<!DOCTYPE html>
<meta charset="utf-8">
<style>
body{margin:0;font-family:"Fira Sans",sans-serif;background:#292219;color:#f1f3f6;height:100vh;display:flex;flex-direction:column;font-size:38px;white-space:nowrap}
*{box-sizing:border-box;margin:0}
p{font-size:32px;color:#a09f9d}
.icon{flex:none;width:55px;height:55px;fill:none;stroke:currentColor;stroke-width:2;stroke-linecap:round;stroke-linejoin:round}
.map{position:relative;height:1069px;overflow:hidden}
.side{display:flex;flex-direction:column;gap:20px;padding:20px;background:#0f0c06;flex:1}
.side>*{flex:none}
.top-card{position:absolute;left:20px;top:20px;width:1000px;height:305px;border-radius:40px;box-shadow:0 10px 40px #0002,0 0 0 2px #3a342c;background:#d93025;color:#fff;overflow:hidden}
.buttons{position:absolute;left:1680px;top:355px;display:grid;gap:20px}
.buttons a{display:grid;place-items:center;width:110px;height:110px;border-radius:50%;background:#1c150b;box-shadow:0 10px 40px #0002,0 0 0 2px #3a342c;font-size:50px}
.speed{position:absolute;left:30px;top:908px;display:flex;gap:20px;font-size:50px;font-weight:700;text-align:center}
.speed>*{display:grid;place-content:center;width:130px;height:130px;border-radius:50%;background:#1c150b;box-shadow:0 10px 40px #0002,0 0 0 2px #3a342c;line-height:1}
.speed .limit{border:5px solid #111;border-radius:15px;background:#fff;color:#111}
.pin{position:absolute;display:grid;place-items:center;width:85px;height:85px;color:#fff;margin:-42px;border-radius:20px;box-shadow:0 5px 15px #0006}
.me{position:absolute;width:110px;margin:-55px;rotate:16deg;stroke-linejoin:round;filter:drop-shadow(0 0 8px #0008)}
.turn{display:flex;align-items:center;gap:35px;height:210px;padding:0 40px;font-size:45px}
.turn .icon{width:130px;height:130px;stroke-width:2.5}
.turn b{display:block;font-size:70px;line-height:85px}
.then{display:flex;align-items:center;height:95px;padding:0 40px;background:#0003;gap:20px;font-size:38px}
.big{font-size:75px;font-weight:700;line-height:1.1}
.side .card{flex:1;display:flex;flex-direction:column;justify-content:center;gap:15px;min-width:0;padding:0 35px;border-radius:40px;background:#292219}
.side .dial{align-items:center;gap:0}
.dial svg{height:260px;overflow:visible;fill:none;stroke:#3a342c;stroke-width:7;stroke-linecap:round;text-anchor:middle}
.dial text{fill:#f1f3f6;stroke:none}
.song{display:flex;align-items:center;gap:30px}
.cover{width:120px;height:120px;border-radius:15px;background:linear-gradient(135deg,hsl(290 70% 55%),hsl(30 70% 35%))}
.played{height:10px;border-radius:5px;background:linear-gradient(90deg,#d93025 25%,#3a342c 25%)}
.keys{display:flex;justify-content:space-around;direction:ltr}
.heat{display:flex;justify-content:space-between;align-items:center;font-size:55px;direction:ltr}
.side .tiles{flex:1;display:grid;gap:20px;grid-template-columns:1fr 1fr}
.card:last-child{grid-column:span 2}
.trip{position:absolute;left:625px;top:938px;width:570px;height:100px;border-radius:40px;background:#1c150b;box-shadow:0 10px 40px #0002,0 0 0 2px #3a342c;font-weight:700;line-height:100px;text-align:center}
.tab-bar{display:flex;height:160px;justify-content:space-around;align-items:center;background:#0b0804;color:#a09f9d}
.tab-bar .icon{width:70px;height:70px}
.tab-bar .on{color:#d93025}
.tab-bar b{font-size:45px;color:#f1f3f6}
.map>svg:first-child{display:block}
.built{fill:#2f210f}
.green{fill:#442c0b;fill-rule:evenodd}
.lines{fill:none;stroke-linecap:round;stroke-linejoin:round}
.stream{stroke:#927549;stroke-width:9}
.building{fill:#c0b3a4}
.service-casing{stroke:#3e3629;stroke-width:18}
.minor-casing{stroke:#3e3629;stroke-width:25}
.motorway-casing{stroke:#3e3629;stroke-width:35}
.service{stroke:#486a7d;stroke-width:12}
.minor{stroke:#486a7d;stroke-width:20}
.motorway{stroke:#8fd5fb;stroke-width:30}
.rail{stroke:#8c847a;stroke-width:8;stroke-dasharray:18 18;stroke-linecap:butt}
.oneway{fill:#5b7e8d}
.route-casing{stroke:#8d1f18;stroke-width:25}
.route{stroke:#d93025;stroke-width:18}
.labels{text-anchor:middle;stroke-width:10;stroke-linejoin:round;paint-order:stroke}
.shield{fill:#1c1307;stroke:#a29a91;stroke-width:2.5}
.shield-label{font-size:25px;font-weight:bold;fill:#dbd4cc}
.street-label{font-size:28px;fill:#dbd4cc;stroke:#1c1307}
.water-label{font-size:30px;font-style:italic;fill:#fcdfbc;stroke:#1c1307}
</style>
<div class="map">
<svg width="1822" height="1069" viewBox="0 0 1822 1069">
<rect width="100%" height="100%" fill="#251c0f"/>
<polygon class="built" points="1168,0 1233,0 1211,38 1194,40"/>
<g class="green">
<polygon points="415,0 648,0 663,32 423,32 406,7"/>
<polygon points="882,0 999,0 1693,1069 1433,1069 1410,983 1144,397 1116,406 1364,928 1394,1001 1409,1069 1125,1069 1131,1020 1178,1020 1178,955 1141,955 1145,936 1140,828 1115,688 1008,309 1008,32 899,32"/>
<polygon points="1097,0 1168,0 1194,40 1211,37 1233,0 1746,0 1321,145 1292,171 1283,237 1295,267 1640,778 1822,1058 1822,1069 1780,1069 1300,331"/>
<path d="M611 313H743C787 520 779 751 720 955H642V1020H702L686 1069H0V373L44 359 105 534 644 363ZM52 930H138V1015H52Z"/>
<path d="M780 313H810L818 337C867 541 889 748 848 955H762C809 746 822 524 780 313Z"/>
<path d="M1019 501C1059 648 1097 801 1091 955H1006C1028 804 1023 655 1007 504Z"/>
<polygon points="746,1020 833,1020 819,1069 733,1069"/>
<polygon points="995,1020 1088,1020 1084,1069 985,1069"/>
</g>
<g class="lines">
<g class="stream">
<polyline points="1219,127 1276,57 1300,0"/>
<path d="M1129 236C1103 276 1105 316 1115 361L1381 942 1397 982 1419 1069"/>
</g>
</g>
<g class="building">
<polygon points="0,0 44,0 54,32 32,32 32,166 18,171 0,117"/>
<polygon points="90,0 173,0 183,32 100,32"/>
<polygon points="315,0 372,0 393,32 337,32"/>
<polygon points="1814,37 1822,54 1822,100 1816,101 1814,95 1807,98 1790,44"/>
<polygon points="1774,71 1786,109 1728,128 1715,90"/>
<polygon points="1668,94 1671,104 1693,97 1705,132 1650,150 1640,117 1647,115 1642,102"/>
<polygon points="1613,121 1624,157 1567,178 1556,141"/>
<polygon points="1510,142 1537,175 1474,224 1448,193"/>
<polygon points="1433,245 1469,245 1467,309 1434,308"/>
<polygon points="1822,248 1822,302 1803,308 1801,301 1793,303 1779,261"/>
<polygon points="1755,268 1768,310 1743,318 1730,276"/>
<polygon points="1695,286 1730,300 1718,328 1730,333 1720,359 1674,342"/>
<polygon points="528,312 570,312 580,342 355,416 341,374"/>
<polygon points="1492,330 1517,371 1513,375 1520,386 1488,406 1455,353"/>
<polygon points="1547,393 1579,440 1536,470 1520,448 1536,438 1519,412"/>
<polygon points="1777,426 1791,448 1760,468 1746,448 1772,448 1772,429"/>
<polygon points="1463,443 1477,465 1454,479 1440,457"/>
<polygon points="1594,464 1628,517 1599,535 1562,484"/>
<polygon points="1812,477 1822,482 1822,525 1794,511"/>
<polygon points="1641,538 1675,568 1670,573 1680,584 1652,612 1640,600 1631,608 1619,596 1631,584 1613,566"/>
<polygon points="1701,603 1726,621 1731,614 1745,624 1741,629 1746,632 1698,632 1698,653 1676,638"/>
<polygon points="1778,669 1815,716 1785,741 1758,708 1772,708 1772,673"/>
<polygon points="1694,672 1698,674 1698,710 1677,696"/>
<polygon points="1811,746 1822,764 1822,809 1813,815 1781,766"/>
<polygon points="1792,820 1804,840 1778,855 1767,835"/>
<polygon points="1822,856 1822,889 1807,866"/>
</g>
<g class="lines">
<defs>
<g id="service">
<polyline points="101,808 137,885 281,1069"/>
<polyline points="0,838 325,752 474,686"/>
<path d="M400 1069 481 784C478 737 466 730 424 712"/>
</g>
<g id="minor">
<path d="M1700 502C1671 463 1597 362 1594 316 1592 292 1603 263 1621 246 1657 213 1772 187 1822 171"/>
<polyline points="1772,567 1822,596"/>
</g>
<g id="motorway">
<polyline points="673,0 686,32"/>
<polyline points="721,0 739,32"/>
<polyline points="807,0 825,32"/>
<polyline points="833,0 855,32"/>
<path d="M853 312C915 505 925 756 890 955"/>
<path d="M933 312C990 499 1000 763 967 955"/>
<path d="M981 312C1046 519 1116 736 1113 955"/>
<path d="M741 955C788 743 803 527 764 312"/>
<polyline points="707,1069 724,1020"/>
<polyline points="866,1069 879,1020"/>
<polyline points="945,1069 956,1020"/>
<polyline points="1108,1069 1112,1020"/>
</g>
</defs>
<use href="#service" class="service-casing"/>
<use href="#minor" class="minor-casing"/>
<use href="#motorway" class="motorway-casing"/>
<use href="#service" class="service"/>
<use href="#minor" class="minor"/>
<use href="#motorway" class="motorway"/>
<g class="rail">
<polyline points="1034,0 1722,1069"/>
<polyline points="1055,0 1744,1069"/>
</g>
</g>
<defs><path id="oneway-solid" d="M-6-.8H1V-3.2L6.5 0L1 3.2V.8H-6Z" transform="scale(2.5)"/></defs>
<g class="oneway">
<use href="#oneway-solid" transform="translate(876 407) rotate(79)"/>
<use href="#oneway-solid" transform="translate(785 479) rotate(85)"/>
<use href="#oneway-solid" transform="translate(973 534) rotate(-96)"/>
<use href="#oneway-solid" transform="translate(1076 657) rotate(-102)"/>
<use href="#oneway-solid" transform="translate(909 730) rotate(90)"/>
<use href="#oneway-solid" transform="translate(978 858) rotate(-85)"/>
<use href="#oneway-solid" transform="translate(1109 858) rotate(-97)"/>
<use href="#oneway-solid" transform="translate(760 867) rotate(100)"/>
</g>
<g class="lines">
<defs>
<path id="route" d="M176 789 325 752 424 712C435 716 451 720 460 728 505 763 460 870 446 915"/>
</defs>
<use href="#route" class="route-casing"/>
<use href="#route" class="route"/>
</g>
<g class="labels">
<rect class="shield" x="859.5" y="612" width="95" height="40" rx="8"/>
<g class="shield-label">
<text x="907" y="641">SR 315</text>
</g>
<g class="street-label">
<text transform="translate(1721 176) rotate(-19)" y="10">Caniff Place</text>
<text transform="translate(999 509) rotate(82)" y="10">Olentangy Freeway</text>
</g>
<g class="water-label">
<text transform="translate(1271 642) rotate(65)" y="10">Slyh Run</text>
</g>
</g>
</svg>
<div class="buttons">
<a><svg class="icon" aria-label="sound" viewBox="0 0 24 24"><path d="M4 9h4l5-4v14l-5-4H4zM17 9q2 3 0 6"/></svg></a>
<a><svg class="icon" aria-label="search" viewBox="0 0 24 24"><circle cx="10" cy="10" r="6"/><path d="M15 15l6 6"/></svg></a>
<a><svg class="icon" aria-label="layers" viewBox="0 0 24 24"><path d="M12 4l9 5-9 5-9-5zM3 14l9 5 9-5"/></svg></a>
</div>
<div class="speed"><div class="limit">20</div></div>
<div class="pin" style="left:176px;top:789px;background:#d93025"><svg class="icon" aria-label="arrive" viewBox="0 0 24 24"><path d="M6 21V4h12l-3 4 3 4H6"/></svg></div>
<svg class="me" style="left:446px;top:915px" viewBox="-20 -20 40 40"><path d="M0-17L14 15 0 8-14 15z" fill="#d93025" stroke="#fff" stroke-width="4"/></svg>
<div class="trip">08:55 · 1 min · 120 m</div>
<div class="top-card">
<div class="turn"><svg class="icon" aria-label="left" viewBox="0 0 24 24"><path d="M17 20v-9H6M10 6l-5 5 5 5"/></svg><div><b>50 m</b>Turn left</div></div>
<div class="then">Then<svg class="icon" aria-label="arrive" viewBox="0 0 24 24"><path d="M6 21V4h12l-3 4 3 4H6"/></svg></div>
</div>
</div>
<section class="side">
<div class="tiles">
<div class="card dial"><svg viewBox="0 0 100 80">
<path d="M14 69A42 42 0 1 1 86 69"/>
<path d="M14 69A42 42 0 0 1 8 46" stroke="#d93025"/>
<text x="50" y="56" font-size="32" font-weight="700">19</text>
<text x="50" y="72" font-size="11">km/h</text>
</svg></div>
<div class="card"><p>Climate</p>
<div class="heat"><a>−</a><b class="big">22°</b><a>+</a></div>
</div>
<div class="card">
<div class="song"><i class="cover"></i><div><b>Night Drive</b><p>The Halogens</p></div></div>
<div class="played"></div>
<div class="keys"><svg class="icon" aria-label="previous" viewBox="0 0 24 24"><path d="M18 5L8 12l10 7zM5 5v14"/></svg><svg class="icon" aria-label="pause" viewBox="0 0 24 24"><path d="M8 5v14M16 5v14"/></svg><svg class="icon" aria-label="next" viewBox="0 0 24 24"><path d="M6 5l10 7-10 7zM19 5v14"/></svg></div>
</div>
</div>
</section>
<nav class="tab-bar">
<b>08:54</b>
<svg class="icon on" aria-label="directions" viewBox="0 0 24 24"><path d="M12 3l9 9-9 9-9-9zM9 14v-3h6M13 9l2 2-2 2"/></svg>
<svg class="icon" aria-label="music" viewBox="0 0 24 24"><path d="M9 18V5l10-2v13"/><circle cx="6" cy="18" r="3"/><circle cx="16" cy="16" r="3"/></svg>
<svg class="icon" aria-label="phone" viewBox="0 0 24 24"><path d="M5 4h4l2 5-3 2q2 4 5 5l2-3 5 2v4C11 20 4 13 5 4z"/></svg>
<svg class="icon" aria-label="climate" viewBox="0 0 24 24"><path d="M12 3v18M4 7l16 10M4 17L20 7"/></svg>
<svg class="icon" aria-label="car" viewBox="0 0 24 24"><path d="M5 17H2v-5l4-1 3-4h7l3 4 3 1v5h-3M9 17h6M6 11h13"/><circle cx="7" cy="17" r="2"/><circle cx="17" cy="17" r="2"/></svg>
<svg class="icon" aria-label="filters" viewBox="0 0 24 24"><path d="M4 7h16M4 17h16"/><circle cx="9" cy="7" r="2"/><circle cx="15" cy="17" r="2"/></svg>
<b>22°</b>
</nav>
•••
## Problem details:
Return each line among the entries that holds the word "style".

## Completed task:
<style>
.water-label{font-size:30px;font-style:italic;fill:#fcdfbc;stroke:#1c1307}
</style>
<div class="pin" style="left:176px;top:789px;background:#d93025"><svg class="icon" aria-label="arrive" viewBox="0 0 24 24"><path d="M6 21V4h12l-3 4 3 4H6"/></svg></div>
<svg class="me" style="left:446px;top:915px" viewBox="-20 -20 40 40"><path d="M0-17L14 15 0 8-14 15z" fill="#d93025" stroke="#fff" stroke-width="4"/></svg>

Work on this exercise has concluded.